Los resultados fueron emocionantes. Además de superar los valores de producción esperados (esos que se habían proyectado mediante modelos matemáticos antes de las pruebas de campo), se evidenció un alto porcentaje de desalinización (remoción de cloruro): del 99,9 % en promedio. En algunas muestras, las concentraciones de agua cruda estuvieron por encima de los 30.000 miligramos por litro de cloruro, y se pudieron llevar por debajo de los 250 mg/L.

“Luego de un mes de prueba pudimos ver que con una tecnología sencilla y de bajo costo como esta, el prototipo mostró la capacidad de entregar agua con un cumplimiento del 89,5% de los parámetros establecidos en la resolución 2115 de 2007″, asegura el investigador. Regulación que establece los parámetros de la calidad del agua que puede ser consumida.  “No llegamos al 100 % porque hay algunos ensayos que se deben hacer en menos de 24 horas, y el transporte y la logística para conservar las muestras desde la comunidad en la que estábamos hasta el laboratorio en Bogotá era muy complejo; pero sabemos que el prototipo funciona y provee agua segura a esas familias solo con tratamiento de radiación solar”, añade.

Luego de terminar su investigación en La Guajira, y animado por un compañero, Aguilar decidió presentar una versión mejorada de su prototipo al concurso internacional Innovate for Impact: Siemens Design Challenge en la categoría Clean Water, en donde contó con la ayuda de otros investigadores de la Universidad Central. Tras competir con 131 equipos de diferentes universidades del mundo y superar cuatro filtros, se quedaron con el primer lugar del concurso. “No ganamos por nuestra tecnología, porque era algo sencillo y práctico, sino porque pudimos llevar esa ingeniería al territorio rural, porque tuvimos un enfoque social e intentamos proporcionar una ayuda sin generar una acción con daño”, asegura.

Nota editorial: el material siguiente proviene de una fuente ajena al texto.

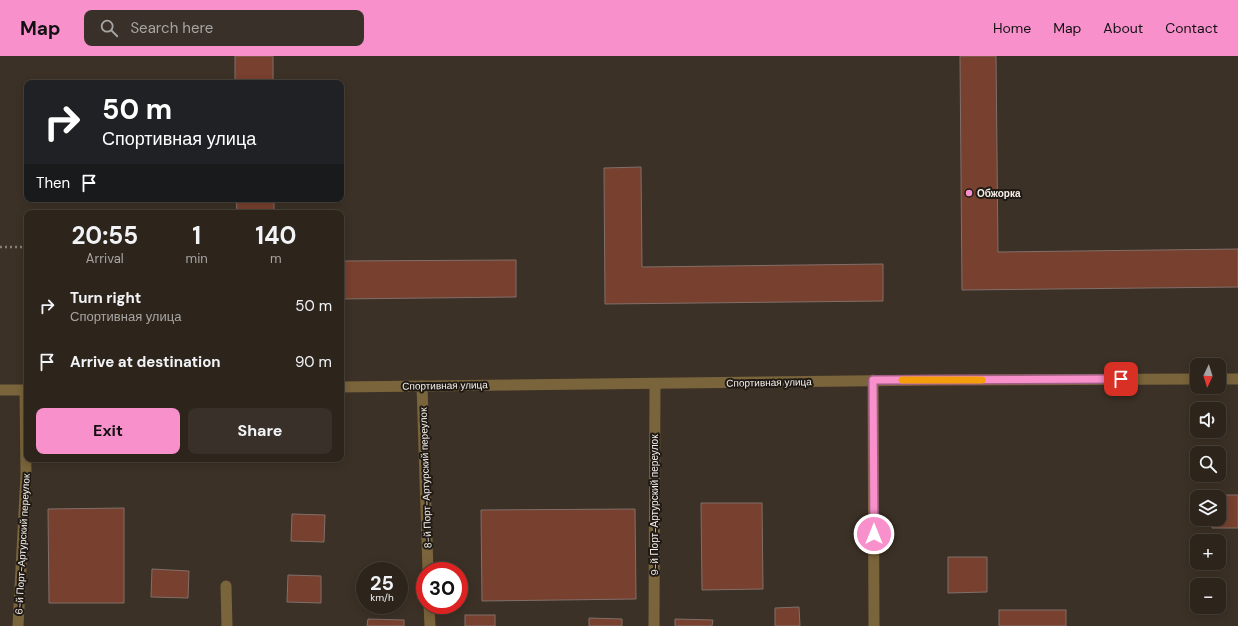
<!DOCTYPE html>
<html lang="en">
<head>
<meta charset="utf-8">
<style>
  :root { --surface:#2d251c; --page:#393129; --text:#f1f3f6; --muted:#a7a5a3; --line:#48423b; --accent:#f890cc }
  body { margin:0; font-family:"DM Sans",sans-serif; background:var(--page); color:var(--text); height:100vh; display:flex; flex-direction:column; font-size:15px; white-space:nowrap }
  * { box-sizing:border-box; margin:0 }
  p { font-size:13px; color:var(--muted) }
  .icon { flex:none; width:22px; height:22px; fill:none; stroke:currentColor; stroke-width:2; stroke-linecap:round; stroke-linejoin:round }
  .map { position:relative; flex:1; overflow:hidden }
  .drawer { position:absolute; left:24px; top:154px; width:320px; height:252px; display:flex; flex-direction:column; background:var(--surface); border-radius:8px; box-shadow:0 2px 10px #0003,0 0 0 1px var(--line) }
  .drawer>* { flex:none }
  .guide { position:absolute; left:24px; top:24px; width:320px; height:122px; border-radius:8px; box-shadow:0 2px 10px #0003,0 0 0 1px var(--line); background:#202124; color:#fff; overflow:hidden }
  .needle { width:26px; rotate:184deg }
  .buttons { position:absolute; left:1190px; top:302px; display:grid; gap:8px }
  .buttons a { display:grid; place-items:center; width:36px; height:36px; border-radius:8px; background:var(--surface); box-shadow:0 2px 10px #0003,0 0 0 1px var(--line); font-size:20px }
  .speed { position:absolute; left:356px; top:506px; display:flex; gap:8px; font-size:20px; font-weight:700; text-align:center }
  .speed>* { display:grid; place-content:center; width:52px; height:52px; border-radius:50%; background:var(--surface); box-shadow:0 2px 10px #0003,0 0 0 1px var(--line); line-height:1 }
  .speed small { font-size:10px; font-weight:400 }
  .speed .limit { border:6px solid #d22; background:#fff; color:#111 }
  .pin { position:absolute; display:grid; place-items:center; width:34px; height:34px; color:#fff; margin:-17px; border-radius:8px; box-shadow:0 2px 6px #0006 }
  .me { position:absolute; width:44px; margin:-22px; rotate:0deg; stroke-linejoin:round; filter:drop-shadow(0 0 3px #0008) }
  .turn { display:flex; align-items:center; gap:14px; height:84px; padding:0 12px; font-size:18px }
  .turn .icon { width:52px; height:52px; stroke-width:2.5 }
  .turn b { display:block; font-size:28px; line-height:34px }
  .then { display:flex; align-items:center; height:38px; padding:0 12px; background:#0003; gap:8px; font-size:15px }
  .eta { display:flex; justify-content:space-evenly; align-items:center; height:68px; text-align:center }
  .eta b { font-size:24px; font-weight:700; line-height:28px }
  .action { display:flex; gap:8px; margin-top:auto; padding:8px 12px }
  .action a { flex:1; height:46px; border-radius:8px; background:var(--accent); color:#111; font-size:16px; font-weight:700; line-height:46px; text-align:center }
  .action a+a { background:var(--page); color:var(--text) }
  ul { padding:0; list-style:none }
  li { display:flex; align-items:center; gap:12px; height:56px; padding:0 12px }
  li div { flex:1 }
  li b { display:block; font-size:15px }
  li em { font-style:normal }
  header { display:flex; align-items:center; gap:24px; box-sizing:border-box; height:56px; padding:0 20px; background:var(--accent); color:#111 }
  header strong { font-size:19px }
  nav { display:flex; gap:22px; margin-inline-start:auto; font-size:14px }
  .search { width:280px; height:36px; background:var(--page); display:flex; align-items:center; gap:10px; box-sizing:border-box; padding:0 14px; border-radius:8px; color:var(--muted); font-size:15px }
  .map>svg:first-child { display:block }
  .building { fill:#77402f; stroke:#816f69 }
  .lines { fill:none; stroke-linecap:round; stroke-linejoin:round }
  .path { stroke:#897f76; stroke-width:2.5; stroke-dasharray:2 3; stroke-linecap:butt }
  .minor { stroke:#79643b; stroke-width:11 }
  .route-casing { stroke:#a15e85; stroke-width:10 }
  .route { stroke:#f890cc; stroke-width:7 }
  .slow { stroke:#f59e0b; stroke-width:7 }
  .poi-dot { fill:#f890cc; stroke:#1f1a15; stroke-width:1.5 }
  .labels { text-anchor:middle; stroke-width:4; stroke-linejoin:round; paint-order:stroke }
  .poi-label { font-size:10px; font-weight:bold; fill:#f6efe8; stroke:#1f1a15; text-anchor:start }
  .street-label { font-size:10px; fill:#f6efe8; stroke:#1f1a15 }
</style>
</head>
<body>
<header>
<strong>Map</strong>
<div class="search"><svg class="icon" aria-label="search" viewBox="0 0 24 24"><circle cx="10" cy="10" r="6"/><path d="M15 15l6 6"/></svg>Search here</div>
<nav><a>Home</a><a>Map</a><a>About</a><a>Contact</a></nav>
</header>
<div class="map">
<svg width="1238" height="570" viewBox="0 0 1238 570">
  <rect width="100%" height="100%" fill="#3c3126"/>
  <g class="building">
    <rect x="235" y="0" width="38" height="27"/>
    <polygon points="960,0 996,0 998,196 1238,193 1238,231 962,234"/>
    <polygon points="641,111 642,211 883,208 883,245 605,248 604,112"/>
    <polygon points="236,143 274,143 274,157 237,157"/>
    <polygon points="516,204 516,241 341,243 341,205"/>
    <polygon points="1211,439 1238,439 1238,472 1212,472 1212,463 1219,463 1219,441 1211,441"/>
    <polygon points="701,447 762,447 763,533 702,534"/>
    <polygon points="124,452 124,547 49,547 48,453"/>
    <polygon points="635,453 636,543 482,545 481,454"/>
    <polygon points="292,458 325,459 324,486 291,485"/>
    <polygon points="948,501 987,501 987,536 948,537"/>
    <polygon points="152,513 189,515 188,542 151,541"/>
    <polygon points="288,519 321,520 321,547 287,546"/>
    <polygon points="799,551 800,570 775,570 775,552"/>
    <rect x="999" y="554" width="67" height="16"/>
    <rect x="465" y="559" width="30" height="11"/>
    <polygon points="589,562 622,563 622,570 589,570"/>
    <polygon points="368,563 404,564 404,570 367,570"/>
    <polygon points="675,563 713,564 712,570 675,570"/>
  </g>
  <g class="lines">
    <polyline class="path" points="0,191 27,191"/>
    <g class="minor">
      <polyline points="1219,323 1238,323"/>
      <polyline points="873,324 874,570"/>
      <polyline points="422,330 428,515"/>
      <polyline points="341,331 938,324 1197,323"/>
      <polyline points="0,334 27,334"/>
      <polyline points="226,530 227,570"/>
      <polyline points="429,549 430,570"/>
      <polyline points="18,570 26,419 25,334"/>
      <polyline points="654,570 655,328"/>
    </g>
  </g>
  <g class="lines">
    <g class="route-casing">
      <polyline id="route" points="874,478 873,324 1121,323"/>
    </g>
    <use href="#route" class="route"/>
    <polyline class="slow" points="902,324 982,324"/>
  </g>
  <circle class="poi-dot" cx="969" cy="137" r="4"/>
  <g class="labels">
    <g class="poi-label">
      <text x="977" y="141">Обжорка</text>
    </g>
    <g class="street-label">
      <text transform="translate(769 326) rotate(-1)" y="4">Спортивная улица</text>
      <text transform="translate(445 329) rotate(-1)" y="4">Спортивная улица</text>
      <text transform="translate(425 422) rotate(-92)" y="4">8-й Порт-Артурский переулок</text>
      <text transform="translate(654 449) rotate(-90)" y="4">9-й Порт-Артурский переулок</text>
      <text transform="translate(22 488) rotate(-87)" y="4">6-й Порт-Артурский переулок</text>
    </g>
  </g>
</svg>
<div class="buttons">
<a><svg class="needle" viewBox="-14 -14 28 28"><path d="M0-13l5 13h-10z" fill="#e53935"/><path d="M0 13l5-13h-10z" fill="#a7a5a3"/></svg></a>
<a><svg class="icon" aria-label="sound" viewBox="0 0 24 24"><path d="M4 9h4l5-4v14l-5-4H4zM17 9q2 3 0 6"/></svg></a>
<a><svg class="icon" aria-label="search" viewBox="0 0 24 24"><circle cx="10" cy="10" r="6"/><path d="M15 15l6 6"/></svg></a>
<a><svg class="icon" aria-label="layers" viewBox="0 0 24 24"><path d="M12 4l9 5-9 5-9-5zM3 14l9 5 9-5"/></svg></a>
<a>+</a>
<a>−</a>
</div>
<div class="speed"><div>25<small>km/h</small></div><div class="limit">30</div></div>
<div class="pin" style="left:1121px;top:323px;background:#d93025"><svg class="icon" aria-label="arrive" viewBox="0 0 24 24"><path d="M6 21V4h12l-3 4 3 4H6"/></svg></div>
<svg class="me" style="left:874px;top:478px" viewBox="-20 -20 40 40"><circle r="17" fill="#f890cc" stroke="#fff" stroke-width="3"/><path d="M0-11L8 9 0 5-8 9z" fill="#fff"/></svg>
<div class="guide">
<div class="turn"><svg class="icon" aria-label="right" viewBox="0 0 24 24"><path d="M7 20v-9h11M14 6l5 5-5 5"/></svg><div><b>50 m</b>Спортивная улица</div></div>
<div class="then">Then<svg class="icon" aria-label="arrive" viewBox="0 0 24 24"><path d="M6 21V4h12l-3 4 3 4H6"/></svg></div>
</div>
<section class="drawer">
<div class="eta">
<div><b>20:55</b><p>Arrival</p></div>
<div><b>1</b><p>min</p></div>
<div><b>140</b><p>m</p></div>
</div>
<ul>
<li><svg class="icon" aria-label="right" viewBox="0 0 24 24"><path d="M7 20v-9h11M14 6l5 5-5 5"/></svg><div><b>Turn right</b><p>Спортивная улица</p></div><em>50 m</em></li>
<li><svg class="icon" aria-label="arrive" viewBox="0 0 24 24"><path d="M6 21V4h12l-3 4 3 4H6"/></svg><div><b>Arrive at destination</b></div><em>90 m</em></li>
</ul>
<div class="action"><a>Exit</a><a>Share</a></div>
</section>
</div>
</body>
</html>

Antes de crear el prototipo, el investigador hizo trabajo de campo y etnográfico para conocer las necesidades de la comunidad que participó en la cocreación del equipo. / Foto: Cortesía Jhonn Aguilar.

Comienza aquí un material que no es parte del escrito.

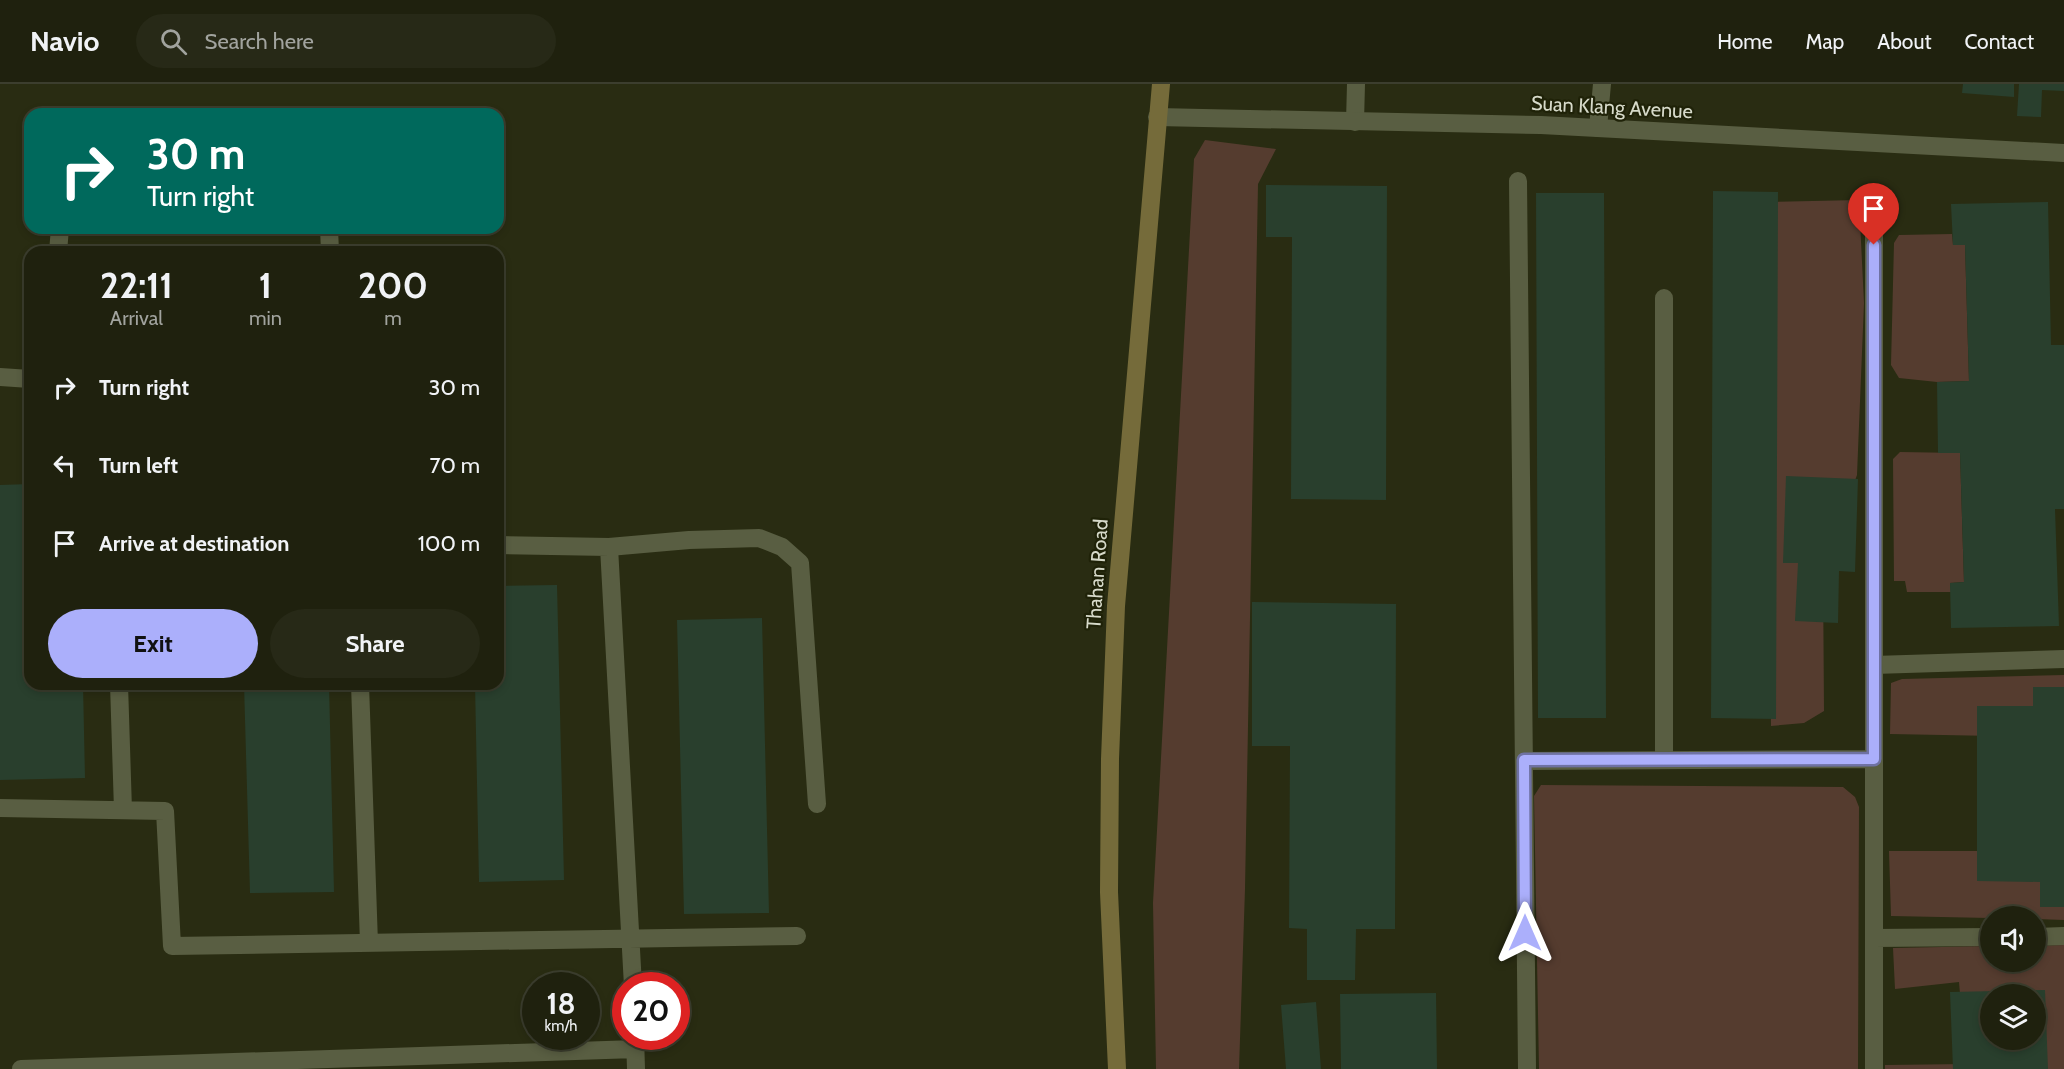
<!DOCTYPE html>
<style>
body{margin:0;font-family:Cabin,sans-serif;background:#272917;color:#f1f3f6;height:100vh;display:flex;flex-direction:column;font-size:22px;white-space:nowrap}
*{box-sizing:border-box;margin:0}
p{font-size:20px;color:#a1a39e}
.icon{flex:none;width:33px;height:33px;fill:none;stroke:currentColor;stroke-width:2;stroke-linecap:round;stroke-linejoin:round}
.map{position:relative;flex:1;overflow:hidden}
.side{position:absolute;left:24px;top:162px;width:480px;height:444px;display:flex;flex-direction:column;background:#1f210e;border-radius:18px;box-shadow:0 3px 9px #0003,0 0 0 2px #3c3e2e}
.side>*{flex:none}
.banner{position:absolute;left:24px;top:24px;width:480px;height:126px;border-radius:18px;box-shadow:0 3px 9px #0003,0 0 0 2px #3c3e2e;background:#00695c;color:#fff;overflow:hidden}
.tools{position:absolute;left:1980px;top:822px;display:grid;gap:12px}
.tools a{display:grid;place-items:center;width:66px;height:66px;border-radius:50%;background:#1f210e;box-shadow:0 3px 9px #0003,0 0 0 2px #3c3e2e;font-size:30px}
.speed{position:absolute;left:522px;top:888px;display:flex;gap:12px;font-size:30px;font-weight:700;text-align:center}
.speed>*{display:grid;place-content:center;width:78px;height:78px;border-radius:50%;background:#1f210e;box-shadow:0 3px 9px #0003,0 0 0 2px #3c3e2e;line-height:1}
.speed small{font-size:15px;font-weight:400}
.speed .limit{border:9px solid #d22;background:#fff;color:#111}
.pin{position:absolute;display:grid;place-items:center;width:51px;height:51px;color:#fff;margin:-62px -26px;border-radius:50% 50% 50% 0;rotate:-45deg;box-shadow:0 0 6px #0007}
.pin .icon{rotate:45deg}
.me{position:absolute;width:66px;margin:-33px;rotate:0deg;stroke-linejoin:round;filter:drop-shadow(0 0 4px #0008)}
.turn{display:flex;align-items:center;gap:21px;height:126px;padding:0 24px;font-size:27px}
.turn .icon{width:78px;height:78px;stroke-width:2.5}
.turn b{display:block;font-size:42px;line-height:51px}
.eta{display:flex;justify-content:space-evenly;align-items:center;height:102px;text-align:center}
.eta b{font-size:36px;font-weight:800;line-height:42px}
.button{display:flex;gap:12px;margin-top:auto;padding:12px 24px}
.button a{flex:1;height:69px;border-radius:36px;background:#abaffb;color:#111;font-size:24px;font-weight:800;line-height:69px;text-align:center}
.button a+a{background:#272917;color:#f1f3f6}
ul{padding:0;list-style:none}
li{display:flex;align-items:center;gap:18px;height:78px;padding:0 24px}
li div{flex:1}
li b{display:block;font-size:22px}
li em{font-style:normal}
header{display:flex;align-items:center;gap:36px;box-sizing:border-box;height:84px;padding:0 30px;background:#1f210e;border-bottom:2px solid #3c3e2e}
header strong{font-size:28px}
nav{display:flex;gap:33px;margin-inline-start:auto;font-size:21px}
.search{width:420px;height:54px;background:#272917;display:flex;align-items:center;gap:15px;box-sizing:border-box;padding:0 21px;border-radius:33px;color:#a1a39e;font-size:22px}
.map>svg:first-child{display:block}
</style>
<header>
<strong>Navio</strong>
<div class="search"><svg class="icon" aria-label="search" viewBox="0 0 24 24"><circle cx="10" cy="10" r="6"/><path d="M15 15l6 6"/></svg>Search here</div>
<nav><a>Home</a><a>Map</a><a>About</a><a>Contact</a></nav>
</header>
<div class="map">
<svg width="2064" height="985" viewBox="0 0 2064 985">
<rect width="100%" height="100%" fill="#292c12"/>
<path fill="#553c2f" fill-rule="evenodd" d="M1205,56L1276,65L1258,100L1245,805L1239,985H1156L1153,819L1194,75Z
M1859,116L1864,219L1857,391L1823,487L1824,627L1804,639L1771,642L1765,118Z
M1952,150L1953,161H1965L1969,297L1937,298L1899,294L1891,281L1894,159L1899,151Z
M1900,368L1960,369L1964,498L1950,499L1951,508H1907L1905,497H1894L1893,375Z
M2064,591V836L2036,835V832L1990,834L1891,832L1889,767H1994L1995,652L1890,650L1891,599L1902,595Z
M1541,701L1843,703L1855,713L1859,723L1858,985H1539L1534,712Z
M2064,861V985H1885V981L1966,980L1959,898L1895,905L1893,864L1990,862V878H2036V862ZM1990,910H2036V956H1990Z"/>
<path fill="#293f2d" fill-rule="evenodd" d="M1963,0H2014V13L1962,9Z
M2019,0H2064V7L2042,6L2041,33L2017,32Z
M1266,101L1387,102L1386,416L1291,415L1292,153H1266Z
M1713,107L1778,108L1776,635L1711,634Z
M1536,109H1604L1606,634H1538Z
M2048,118L2051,261H2064V425H2055L2059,542L1951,544L1950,499L1964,498L1960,369H1938L1937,298L1969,297L1965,161H1953L1951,120Z
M1786,392L1858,395L1855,488L1839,487L1838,539L1795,537L1798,479H1783Z
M30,400V600H83L85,694L0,696V401Z
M557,501L564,796L479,798L475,600H498V502Z
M1252,518L1396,520L1395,845H1356L1355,896H1307V845L1289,844L1290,662H1252Z
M762,534L769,829L684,830L677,536Z
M244,600H329L334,808L250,809Z
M2033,603H2064V823H2040V798L1977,797V622H2033Z
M2045,906L2048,985H1953L1950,908ZM1990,910H2036V956H1990Z
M1436,909L1437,985H1341L1340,910Z
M1316,918L1321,985H1286L1281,921Z"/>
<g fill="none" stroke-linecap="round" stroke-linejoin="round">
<path stroke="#595e42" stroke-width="18" d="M1355,38L1356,0
M1598,44L1602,0
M1518,97L1527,985
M329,144L330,168
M58,168L60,144
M1664,214V676
M0,293L30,295
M498,461L609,463L689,456L759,454L782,463L800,479L817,720
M609,463L633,902
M1874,581L2064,575
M119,600L123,726
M360,600L369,859
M1524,677L1874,675
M0,724L165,727L172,862L797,852
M2036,853L2064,852
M1874,854L1990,853
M635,952L636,985
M21,985L636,965
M1874,985V114"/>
<path stroke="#595e42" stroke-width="18" d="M1157,33L1541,41L2064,69"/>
<path stroke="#756b3a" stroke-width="18" d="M1117,985L1109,808L1110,675L1116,522L1161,0"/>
</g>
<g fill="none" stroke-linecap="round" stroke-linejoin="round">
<defs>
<path id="route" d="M1525,849L1524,676L1874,675V161"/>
</defs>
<use href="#route" stroke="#6f72a3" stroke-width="15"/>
<use href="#route" stroke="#abaffb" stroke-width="10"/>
</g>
<g text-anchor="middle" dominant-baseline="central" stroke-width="4.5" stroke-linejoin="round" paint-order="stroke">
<g font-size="20" fill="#d7daca" stroke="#1f2208">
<text transform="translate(1612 23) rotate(3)">Suan Klang Avenue</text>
<text transform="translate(1097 490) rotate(-86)">Thahan Road</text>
</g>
</g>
</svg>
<div class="tools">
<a><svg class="icon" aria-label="sound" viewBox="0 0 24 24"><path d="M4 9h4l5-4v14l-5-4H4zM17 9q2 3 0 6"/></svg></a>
<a><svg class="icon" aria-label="layers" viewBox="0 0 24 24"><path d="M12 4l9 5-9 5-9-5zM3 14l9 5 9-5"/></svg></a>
</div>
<div class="speed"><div>18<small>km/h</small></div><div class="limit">20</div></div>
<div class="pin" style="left:1874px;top:161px;background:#d93025"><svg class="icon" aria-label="arrive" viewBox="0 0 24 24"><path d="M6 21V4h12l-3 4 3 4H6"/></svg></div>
<svg class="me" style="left:1525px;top:849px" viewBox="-20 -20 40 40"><path d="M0-17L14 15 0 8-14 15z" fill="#abaffb" stroke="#fff" stroke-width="4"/></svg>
<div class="banner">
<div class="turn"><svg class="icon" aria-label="right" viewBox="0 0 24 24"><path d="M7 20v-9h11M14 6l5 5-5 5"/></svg><div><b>30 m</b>Turn right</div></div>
</div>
<section class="side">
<div class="eta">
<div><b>22:11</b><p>Arrival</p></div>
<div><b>1</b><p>min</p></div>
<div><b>200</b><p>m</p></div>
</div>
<ul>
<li><svg class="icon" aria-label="right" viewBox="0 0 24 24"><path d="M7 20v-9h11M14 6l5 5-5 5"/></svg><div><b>Turn right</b></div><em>30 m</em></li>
<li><svg class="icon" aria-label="left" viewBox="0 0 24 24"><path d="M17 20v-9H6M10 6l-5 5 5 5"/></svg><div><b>Turn left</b></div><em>70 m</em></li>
<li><svg class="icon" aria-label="arrive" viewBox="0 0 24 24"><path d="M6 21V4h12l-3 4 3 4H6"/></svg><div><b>Arrive at destination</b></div><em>100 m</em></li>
</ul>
<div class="button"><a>Exit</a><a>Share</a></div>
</section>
</div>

Por eso, en adelante, Aguilar y el equipo de investigadores que se han ido sumando a la iniciativa esperan seguir mejorando el prototipo y crear una guía ilustrada en español y en wayuunaiki para que cualquier persona pueda armarlo. Además, toda la información del prototipo, la cartilla y los materiales se encontrarán de manera abierta en internet. “Solo esperamos que esto sirva para impulsar y transmitir el mensaje de la importancia de llevar la ingeniería al campo. Esa es una deuda que tenemos muy grande”, concluye el experto.